__WHAT IS REQUIRED__.
Print all records exactly, pictures left out.

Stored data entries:
· · · · · · ·
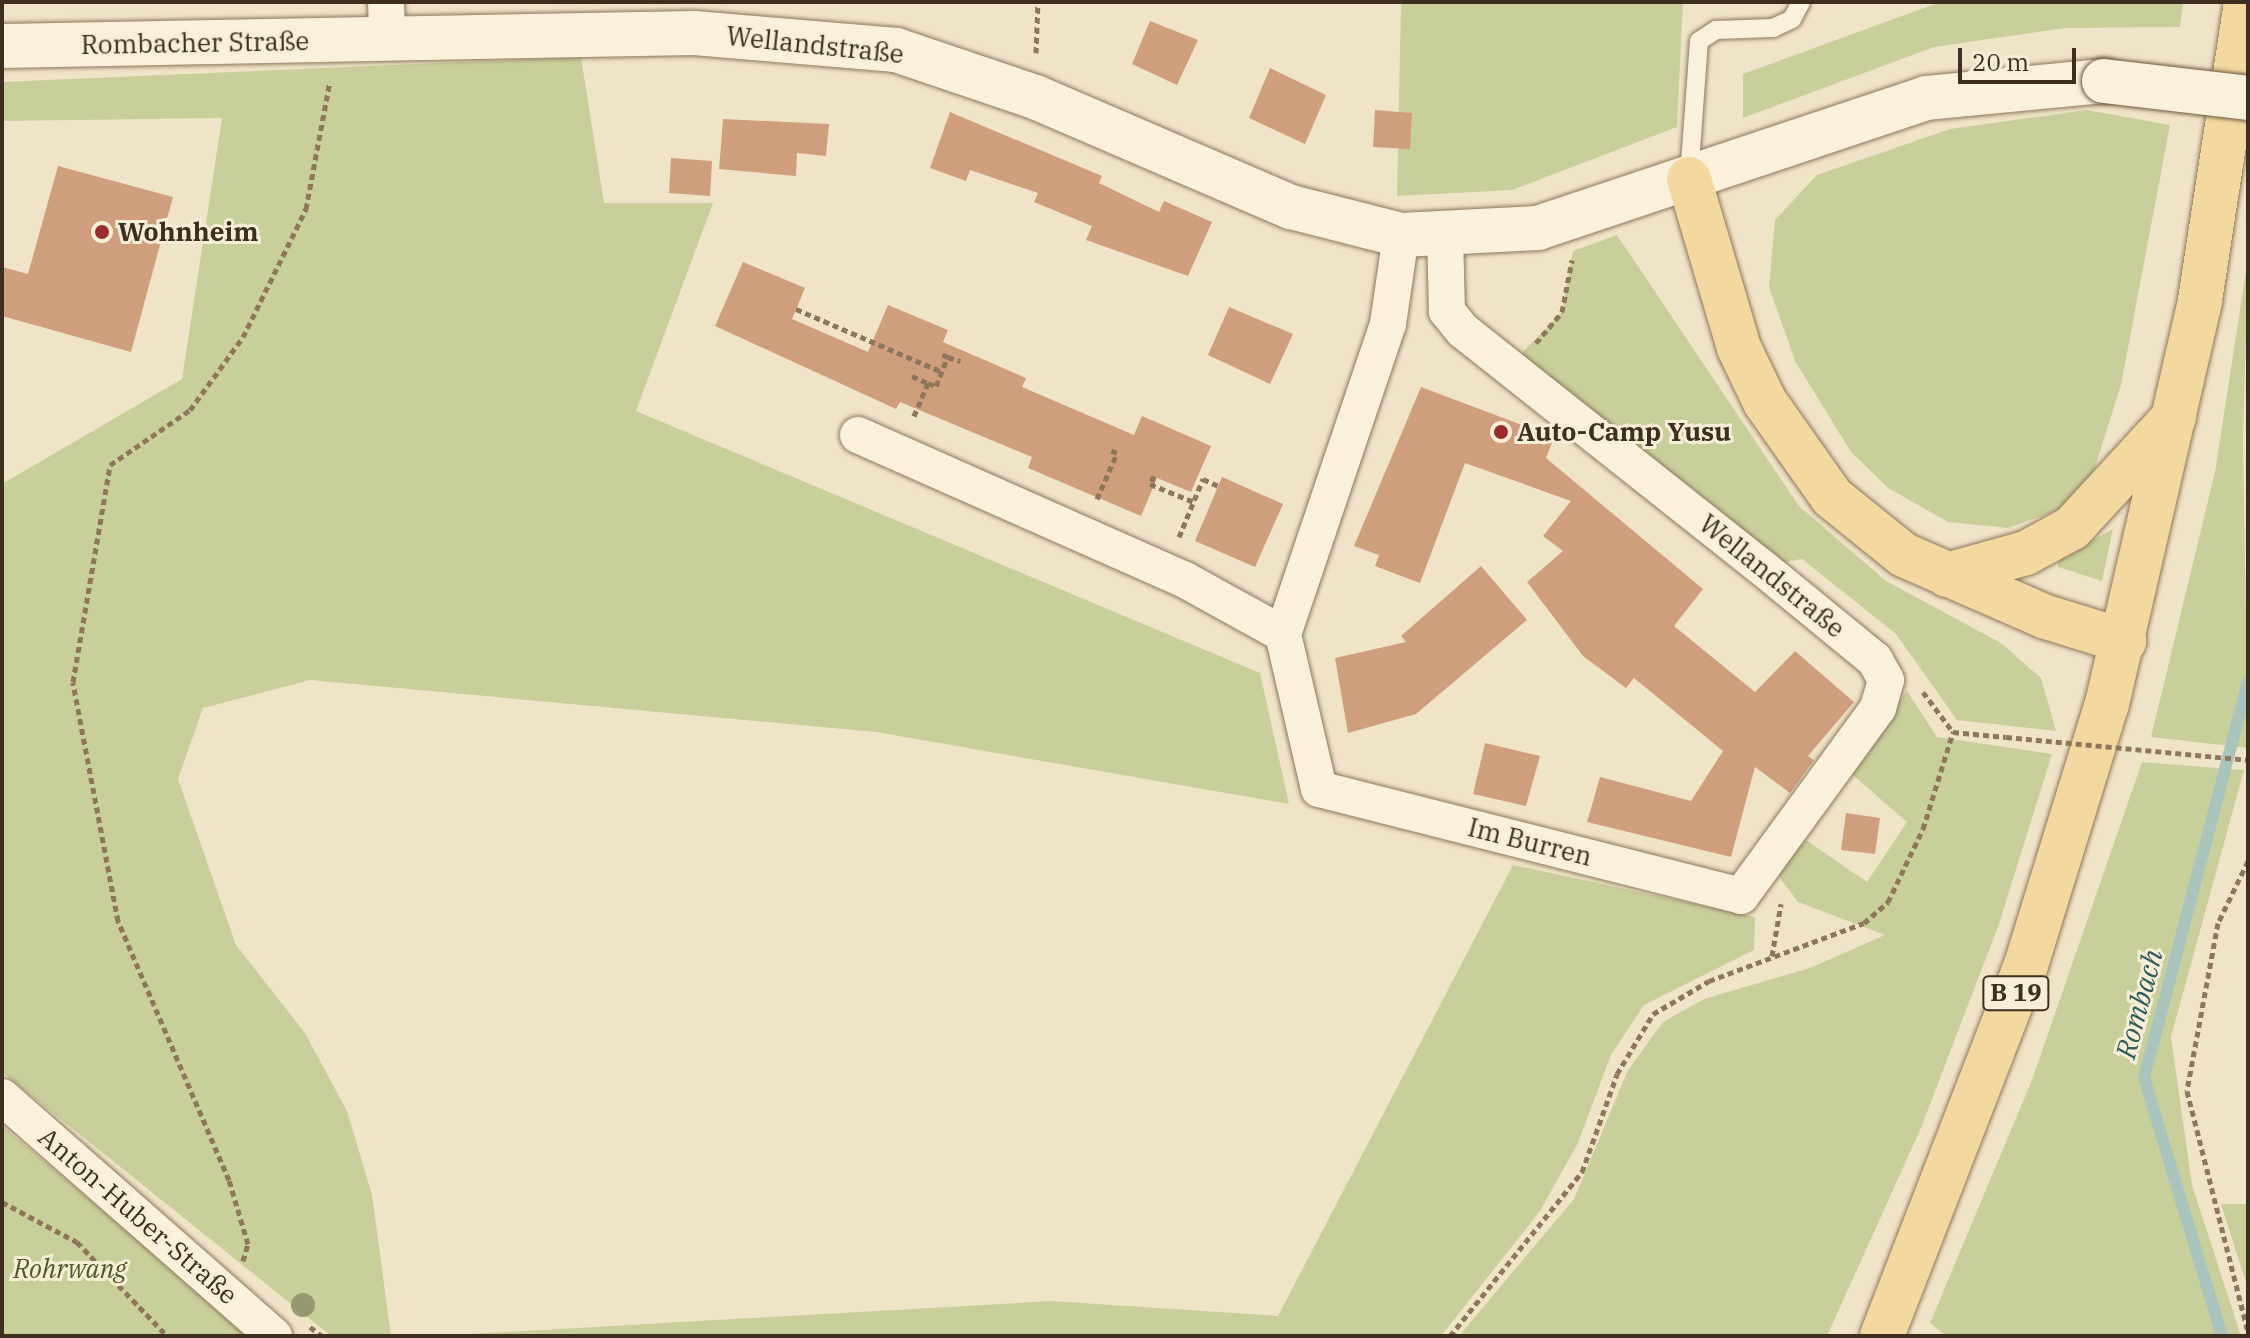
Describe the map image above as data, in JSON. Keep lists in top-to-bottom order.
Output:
{
  "streets": {
    "main road": ["Rombacher Straße", "Wellandstraße", "B 19"],
    "street": ["Im Burren", "Anton-Huber-Straße"]
  },
  "crossings": [
    ["Rombacher Straße", "Wellandstraße"],
    ["Wellandstraße", "Im Burren"]
  ],
  "water": ["Rombach"],
  "parks": ["Rohrwang"],
  "places": ["Wohnheim", "Auto-Camp Yusu"],
  "scale_bar": "20 m"
}
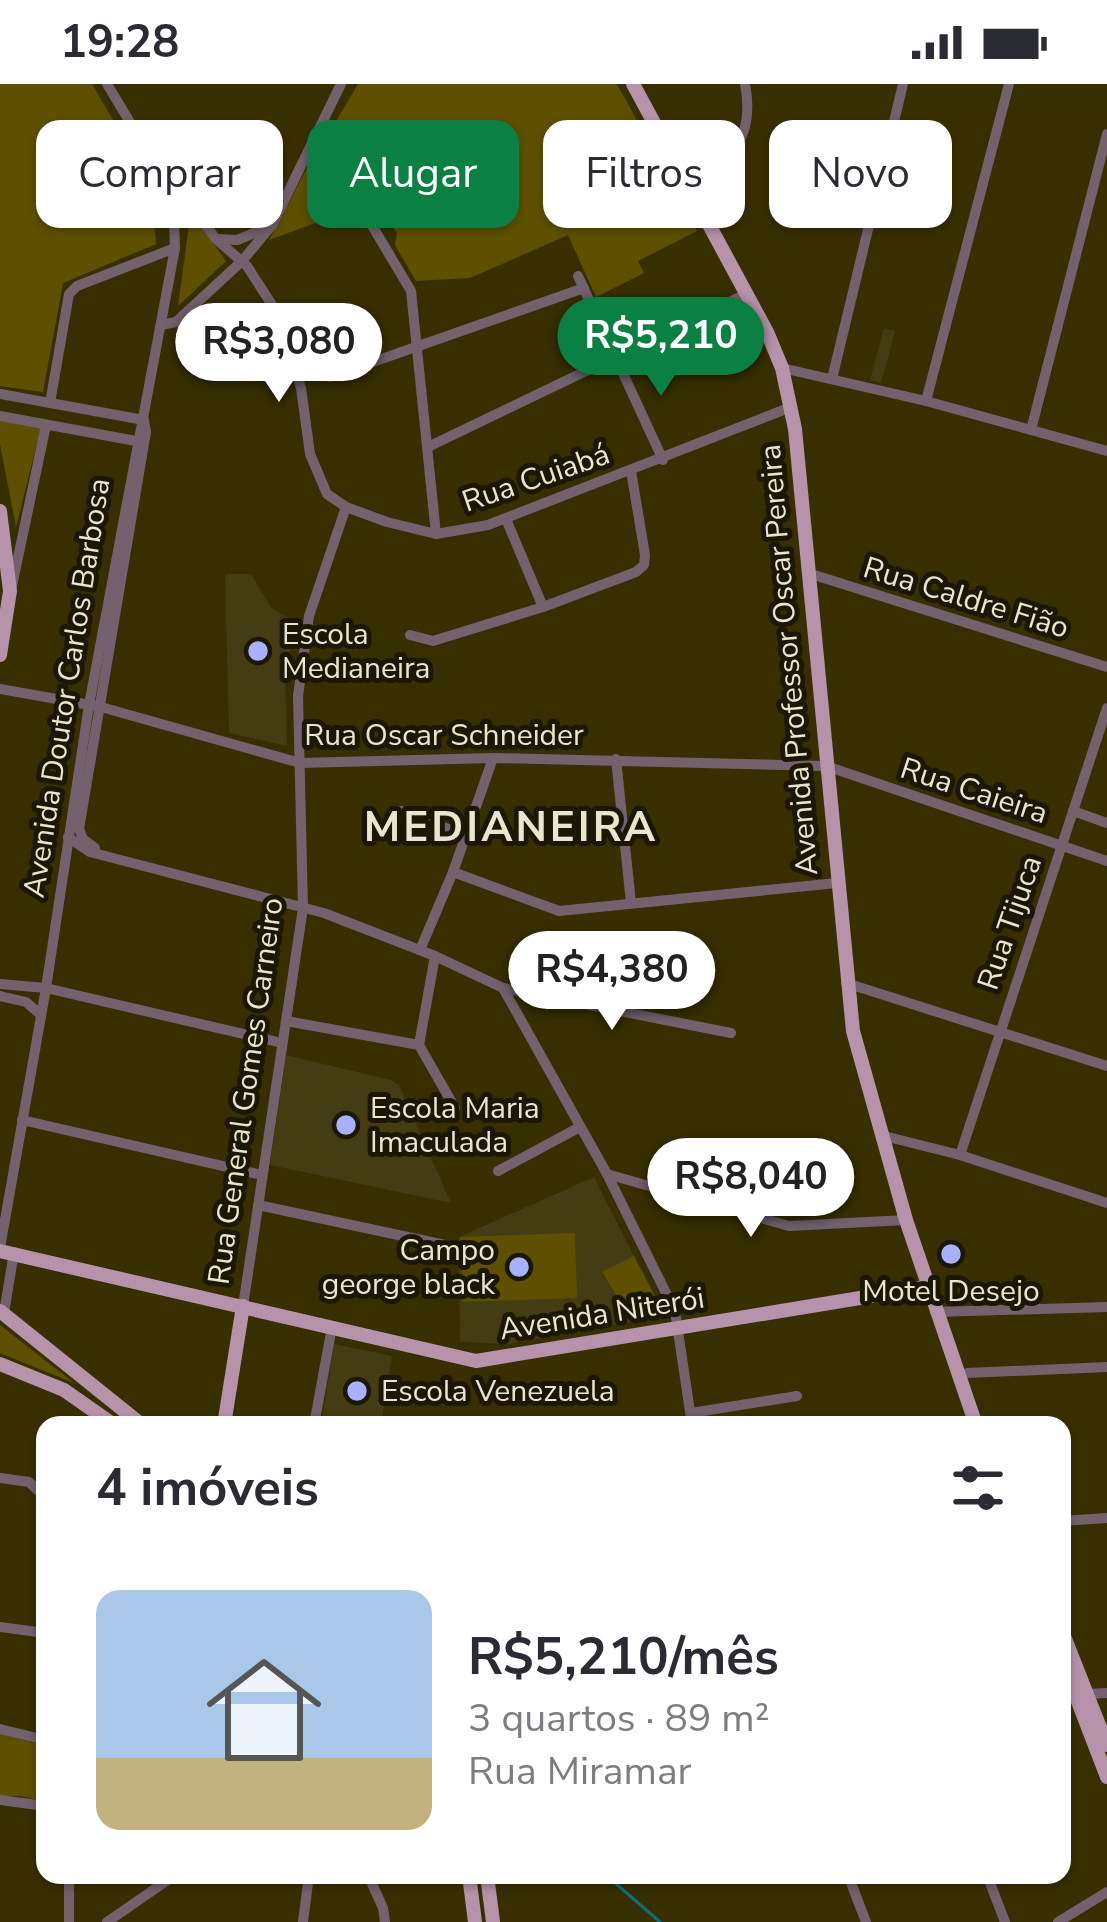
· · · · · · ·
__TASK RESPONSE__.
Describe the map image above as data, in JSON. Keep lists in top-to-bottom order.
Output:
{
  "streets": {
    "main road": ["Rombacher Straße", "Wellandstraße", "B 19"],
    "street": ["Im Burren", "Anton-Huber-Straße"]
  },
  "crossings": [
    ["Rombacher Straße", "Wellandstraße"],
    ["Wellandstraße", "Im Burren"]
  ],
  "water": ["Rombach"],
  "parks": ["Rohrwang"],
  "places": ["Wohnheim", "Auto-Camp Yusu"],
  "scale_bar": "20 m"
}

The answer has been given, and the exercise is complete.